DATA SECTION section start

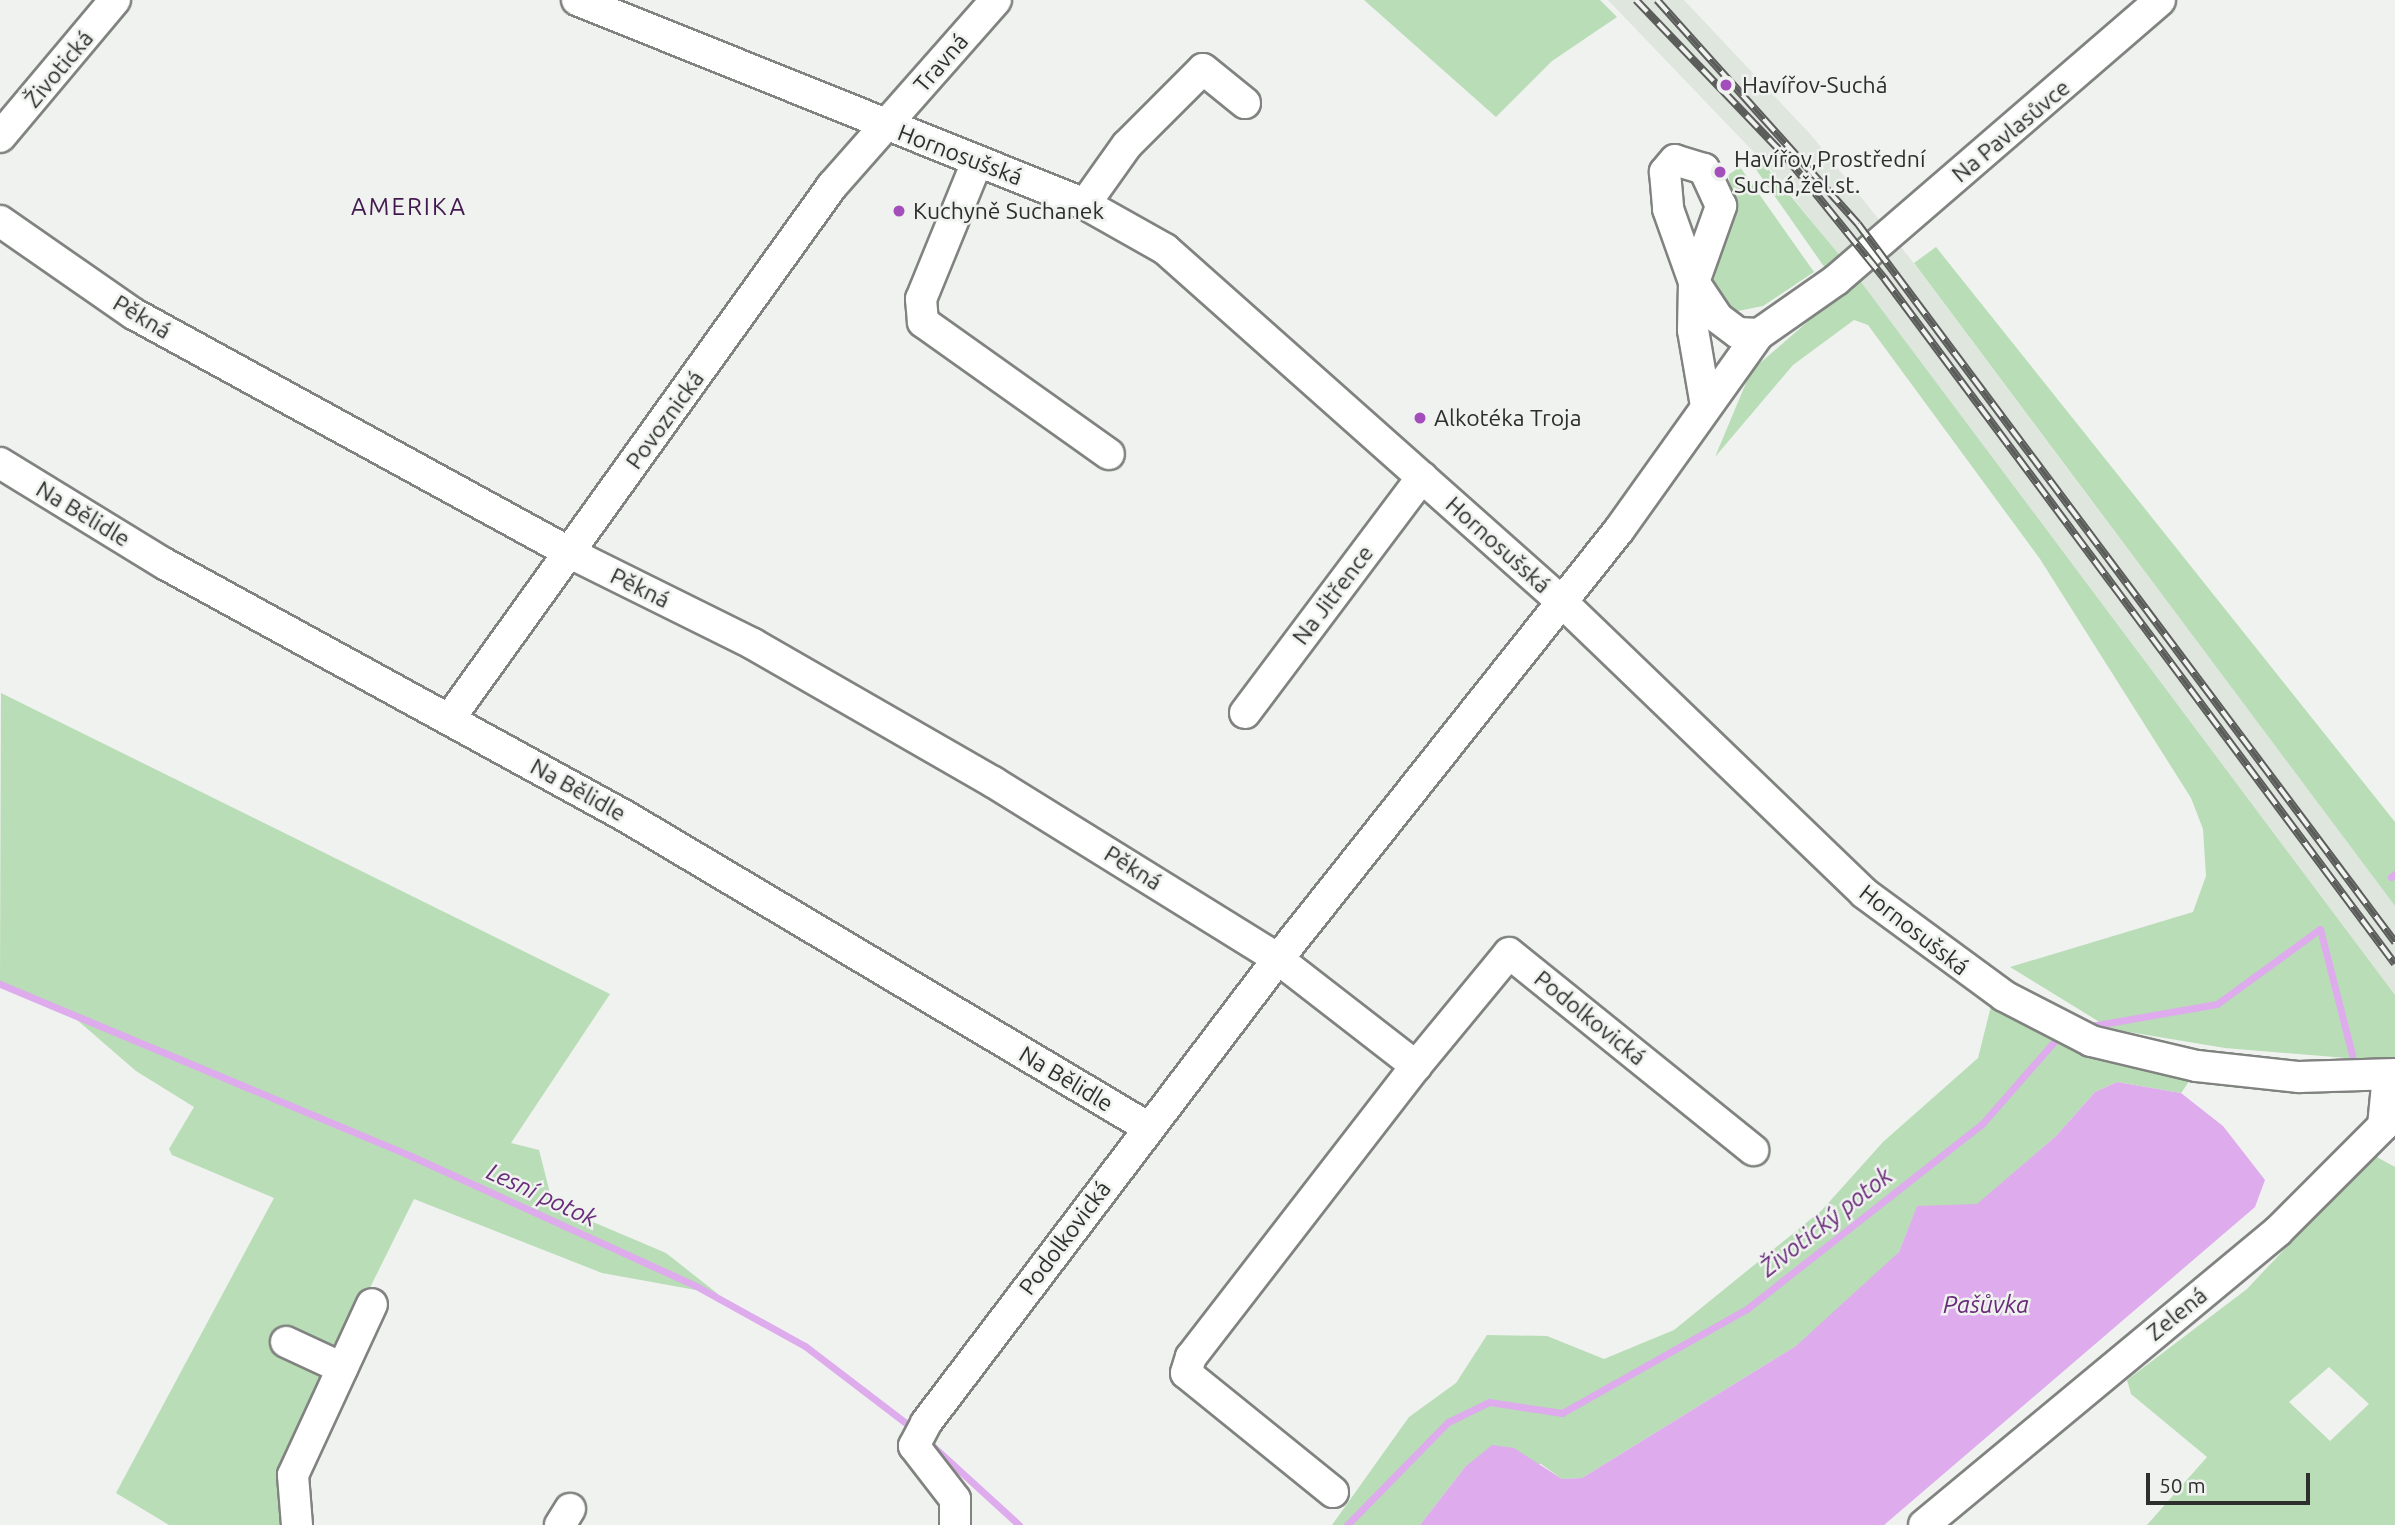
<!DOCTYPE html>
<html>
<head>
<meta charset="utf-8">
<style>
	body { margin:0 }
	#map { position:relative; width:2395px; height:1525px; overflow:hidden; background:#eff2ef; font-family:Ubuntu,sans-serif }
	div>[style] { position:absolute }
	[style*='--x'] { left:calc(var(--x)*1px); top:calc(var(--y)*1px); width:calc(var(--w)*1px); rotate:calc(var(--a)*1deg) }
	.built>* { inset:0; background:#dee6dd }
	.green>* { inset:0; background:#b9ddb6 }
	.water>* { inset:0; background:#deabed }
	.stream>* { height:7px; margin:-3.5px; padding:0 3.5px; transform-origin:3.5px; border-radius:3.5px; background:#deabed }
	.roads { filter:drop-shadow(2px 0 #808380) drop-shadow(-2px 0 #808380) drop-shadow(0 2px #808380) drop-shadow(0 -2px #808380) }
	.minor>* { height:30px; margin:-15px; padding:0 15px; transform-origin:15px; border-radius:15px; background:#fff }
	.rail>* { height:8px; margin-top:-4px; transform-origin:0; background:repeating-linear-gradient(90deg,#eff2ef 0 16px,#5b5d5b 0 32px); box-sizing:border-box; border-block:2px solid #5b5d5b }
	.dots>* { width:19px; height:19px; translate:-50% -50%; box-sizing:border-box; border:4px solid #eff2ef; border-radius:50% }
	span { translate:-50% -50%; white-space:nowrap; text-align:center; line-height:1.15; -webkit-text-stroke:5px #eff2ef; paint-order:stroke }
	.street-label { font-size:23px; color:#2d2f2d }
	.poi-label { font-size:23px; color:#2d2f2d }
	.left { translate:0 -50%; text-align:left }
	.neighbourhood-label { font-size:24px; color:#42194d; letter-spacing:2px }
	.water-label { font-size:24px; color:#692c7a; font-style:italic }
	.scale { position:absolute; left:2146px; top:1473px; width:164px; height:32px; box-sizing:border-box; border:4px solid #2d2f2d; border-top:0; padding-left:9px; font-size:21px; line-height:24px; white-space:nowrap; color:#2d2f2d; -webkit-text-stroke:5px #eff2ef; paint-order:stroke }
</style>
</head>
<body>
<div id="map">
	<div class="built">
		<div style="clip-path:polygon(1608px 0,1684px 0,1811px 135px,1909px 257px,2395px 906px,2395px 995px,1863px 285px,1770px 169px)"></div>
	</div>
	<div class="green">
		<div style="clip-path:polygon(1364px 0,1600px 0,1617px 17px,1552px 61px,1496px 117px)"></div>
		<div style="clip-path:polygon(1755px 153px,1841px 257px,1825px 268px,1755px 168px)"></div>
		<div style="clip-path:polygon(1740px 167px,1814px 272px,1763px 306px,1733px 312px,1714px 294px,1714px 279px,1727px 214px,1725px 193px,1731px 187px,1728px 175px)"></div>
		<div style="clip-path:polygon(1936px 247px,2395px 822px,2395px 906px,1914px 263px)"></div>
		<div style="clip-path:polygon(1858px 278px,2395px 995px,2395px 1083px,2384px 1061px,2225px 1048px,2111px 1029px,2010px 967px,2193px 912px,2206px 876px,2203px 829px,2191px 798px,2040px 559px,1868px 325px,1854px 320px,1793px 365px,1715px 457px,1751px 371px)"></div>
		<div style="clip-path:polygon(1px 693px,610px 994px,511px 1143px,539px 1150px,553px 1205px,666px 1253px,718px 1294px,602px 1273px,414px 1199px,280px 1469px,283px 1525px,169px 1525px,116px 1493px,274px 1198px,172px 1155px,169px 1149px,194px 1107px,136px 1071px,69px 1013px,0 983px)"></div>
		<div style="clip-path:polygon(1992px 1002px,2192px 1077px,2181px 1093px,2117px 1082px,2095px 1092px,2056px 1136px,1977px 1205px,1917px 1207px,1899px 1252px,1853px 1301px,1796px 1346px,1582px 1478px,1562px 1479px,1541px 1464px,1465px 1467px,1420px 1525px,1332px 1525px,1409px 1417px,1456px 1383px,1487px 1335px,1547px 1336px,1604px 1359px,1674px 1330px,1822px 1210px,1883px 1142px,1978px 1058px)"></div>
		<div style="clip-path:polygon(evenodd,2373px 1155px,2395px 1167px,2395px 1525px,2147px 1525px,2207px 1457px,2131px 1394px,2127px 1380px,2247px 1289px,2373px 1155px,2329px 1367px,2369px 1404px,2330px 1441px,2289px 1402px,2329px 1367px)"></div>
	</div>
	<div class="water">
		<div style="clip-path:polygon(2117px 1082px,2181px 1093px,2223px 1126px,2265px 1180px,2255px 1207px,1884px 1525px,1420px 1525px,1465px 1467px,1492px 1445px,1514px 1448px,1562px 1479px,1582px 1478px,1796px 1346px,1899px 1252px,1917px 1206px,1977px 1204px,2056px 1136px,2095px 1092px)"></div>
	</div>
	<div class="stream">
		<div style="--x:2391;--y:877;--w:5;--a:-37"></div>
		<div style="--x:0;--y:984;--w:446;--a:22.7"></div>
		<div style="--x:411;--y:1156;--w:315;--a:24.5"></div>
		<div style="--x:698;--y:1287;--w:122;--a:28.9"></div>
		<div style="--x:805;--y:1346;--w:138;--a:37.4"></div>
		<div style="--x:2085;--y:1027;--w:134;--a:-9.9"></div>
		<div style="--x:2217;--y:1004;--w:127;--a:-36.1"></div>
		<div style="--x:2320;--y:929;--w:130;--a:75.7"></div>
		<div style="--x:926;--y:1440;--w:126;--a:42.4"></div>
		<div style="--x:1347;--y:1525;--w:144;--a:-45.6"></div>
		<div style="--x:1448;--y:1422;--w:46;--a:-26"></div>
		<div style="--x:1489;--y:1402;--w:74;--a:8.6"></div>
		<div style="--x:1562;--y:1413;--w:214;--a:-29.4"></div>
		<div style="--x:1748;--y:1308;--w:298;--a:-38.2"></div>
		<div style="--x:1982;--y:1124;--w:118;--a:-48.8"></div>
	</div>
	<div class="roads">
		<div class="minor">
			<div style="--x:577;--y:0;--w:547;--a:21.88"></div>
			<div style="--x:1085;--y:204;--w:92;--a:29.4"></div>
			<div style="--x:1165;--y:249;--w:531;--a:41.64"></div>
			<div style="--x:1562;--y:602;--w:419;--a:43.9"></div>
			<div style="--x:1864;--y:893;--w:174;--a:36.3"></div>
			<div style="--x:2004;--y:996;--w:98;--a:27.3"></div>
			<div style="--x:2091;--y:1041;--w:109;--a:13.3"></div>
			<div style="--x:2197;--y:1066;--w:103;--a:6.2"></div>
			<div style="--x:2299;--y:1077;--w:96;--a:-1.8"></div>
			<div style="--x:0;--y:137;--w:179;--a:-50"></div>
			<div style="--x:977;--y:162;--w:148;--a:112.2"></div>
			<div style="--x:921;--y:299;--w:23;--a:85"></div>
			<div style="--x:923;--y:322;--w:228;--a:35.4"></div>
			<div style="--x:1085;--y:204;--w:72;--a:-54.6"></div>
			<div style="--x:1127;--y:145;--w:107;--a:-45"></div>
			<div style="--x:1203;--y:69;--w:54;--a:39"></div>
			<div style="--x:0;--y:221;--w:163;--a:34.8"></div>
			<div style="--x:134;--y:314;--w:497;--a:28.7"></div>
			<div style="--x:570;--y:553;--w:204;--a:26.4"></div>
			<div style="--x:753;--y:644;--w:277;--a:29.9"></div>
			<div style="--x:993;--y:782;--w:335;--a:31.8"></div>
			<div style="--x:1278;--y:959;--w:175;--a:37.8"></div>
			<div style="--x:1416;--y:1066;--w:146;--a:-50.5"></div>
			<div style="--x:1509;--y:953;--w:314;--a:38.9"></div>
			<div style="--x:1706;--y:406;--w:77;--a:-99.7"></div>
			<div style="--x:1693;--y:330;--w:48;--a:-88.8"></div>
			<div style="--x:1694;--y:282;--w:81;--a:-70.4"></div>
			<div style="--x:1721;--y:206;--w:41;--a:-114.7"></div>
			<div style="--x:1704;--y:169;--w:30;--a:-163"></div>
			<div style="--x:1675;--y:160;--w:16;--a:130"></div>
			<div style="--x:1665;--y:172;--w:37;--a:85"></div>
			<div style="--x:1668;--y:209;--w:77;--a:70.4"></div>
			<div style="--x:1694;--y:282;--w:43;--a:56.3"></div>
			<div style="--x:1718;--y:318;--w:25;--a:37"></div>
			<div style="--x:1738;--y:333;--w:21;--a:3"></div>
			<div style="--x:0;--y:463;--w:193;--a:31.5"></div>
			<div style="--x:165;--y:564;--w:525;--a:28.72"></div>
			<div style="--x:625;--y:816;--w:610;--a:30.77"></div>
			<div style="--x:1245;--y:713;--w:295;--a:-53.1"></div>
			<div style="--x:450;--y:718;--w:655;--a:-54.32"></div>
			<div style="--x:832;--y:186;--w:248;--a:-48.6"></div>
			<div style="--x:286;--y:1342;--w:62;--a:24.9"></div>
			<div style="--x:1333;--y:1492;--w:189;--a:-141"></div>
			<div style="--x:1186;--y:1373;--w:17;--a:-73"></div>
			<div style="--x:1191;--y:1357;--w:368;--a:-52.3"></div>
			<div style="--x:297;--y:1525;--w:50;--a:-94.6"></div>
			<div style="--x:293;--y:1475;--w:188;--a:-65.2"></div>
			<div style="--x:560;--y:1525;--w:19;--a:-58"></div>
			<div style="--x:955;--y:1525;--w:26;--a:-90"></div>
			<div style="--x:955;--y:1499;--w:67;--a:-127.7"></div>
			<div style="--x:914;--y:1446;--w:26;--a:-62"></div>
			<div style="--x:926;--y:1423;--w:582;--a:-52.82"></div>
			<div style="--x:1278;--y:959;--w:548;--a:-51.52"></div>
			<div style="--x:1619;--y:530;--w:241;--a:-54.5"></div>
			<div style="--x:1759;--y:334;--w:94;--a:-35"></div>
			<div style="--x:1836;--y:280;--w:428;--a:-40.8"></div>
			<div style="--x:1924;--y:1525;--w:460;--a:-39.7"></div>
			<div style="--x:2278;--y:1231;--w:148;--a:-45"></div>
			<div style="--x:2383;--y:1126;--w:51;--a:-84.4"></div>
		</div>
	</div>
	<div class="rail">
		<div style="--x:1636;--y:0;--w:217;--a:46.3"></div>
		<div style="--x:1786;--y:157;--w:156;--a:51"></div>
		<div style="--x:1884;--y:278;--w:855;--a:53.32"></div>
		<div style="--x:1657;--y:0;--w:301;--a:48.1"></div>
		<div style="--x:1858;--y:224;--w:897;--a:53.21"></div>
	</div>
	<div class="dots">
		<div style="left:1726px;top:85px;background:#a44ebb"></div>
		<div style="left:1720px;top:172px;background:#a44ebb"></div>
		<div style="left:899px;top:211px;background:#a44ebb"></div>
		<div style="left:1420px;top:418px;background:#a44ebb"></div>
	</div>
	<div class="street-label">
		<span style="left:941px;top:63px;rotate:-49deg">Travná</span>
		<span style="left:59px;top:69px;rotate:-50deg">Životická</span>
		<span style="left:2011px;top:131px;rotate:-40deg">Na Pavlasůvce</span>
		<span style="left:960px;top:155px;rotate:21deg">Hornosušská</span>
		<span style="left:142px;top:317px;rotate:31deg">Pěkná</span>
		<span style="left:665px;top:420px;rotate:-54deg">Povoznická</span>
		<span style="left:83px;top:514px;rotate:31deg">Na Bělidle</span>
		<span style="left:1498px;top:545px;rotate:42deg">Hornosušská</span>
		<span style="left:640px;top:588px;rotate:26deg">Pěkná</span>
		<span style="left:1333px;top:595px;rotate:-53deg">Na Jitřence</span>
		<span style="left:578px;top:790px;rotate:29deg">Na Bělidle</span>
		<span style="left:1133px;top:868px;rotate:32deg">Pěkná</span>
		<span style="left:1914px;top:930px;rotate:38deg">Hornosušská</span>
		<span style="left:1590px;top:1018px;rotate:39deg">Podolkovická</span>
		<span style="left:1066px;top:1079px;rotate:31deg">Na Bělidle</span>
		<span style="left:1065px;top:1238px;rotate:-53deg">Podolkovická</span>
		<span style="left:2177px;top:1314px;rotate:-39deg">Zelená</span>
	</div>
	<div class="poi-label">
		<span class="left" style="left:1742px;top:85px">Havířov-Suchá</span>
		<span class="left" style="left:1734px;top:172px">Havířov,Prostřední<br>Suchá,žel.st.</span>
		<span class="left" style="left:913px;top:211px">Kuchyně Suchanek</span>
		<span class="left" style="left:1434px;top:418px">Alkotéka Troja</span>
	</div>
	<div class="neighbourhood-label">
		<span style="left:409px;top:207px">AMERIKA</span>
	</div>
	<div class="water-label">
		<span style="left:542px;top:1195px;rotate:25deg">Lesní potok</span>
		<span style="left:1826px;top:1222px;rotate:-38deg">Životický potok</span>
		<span style="left:1986px;top:1305px">Pašůvka</span>
	</div>
	<div class="scale">50 m</div>
</div>
</body>
</html>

DATA SECTION section end

» TASK ITEM:
From the records above, pick out and copy each line holding the word "deabed".

» ANSWER:
	.water>* { inset:0; background:#deabed }
	.stream>* { height:7px; margin:-3.5px; padding:0 3.5px; transform-origin:3.5px; border-radius:3.5px; background:#deabed }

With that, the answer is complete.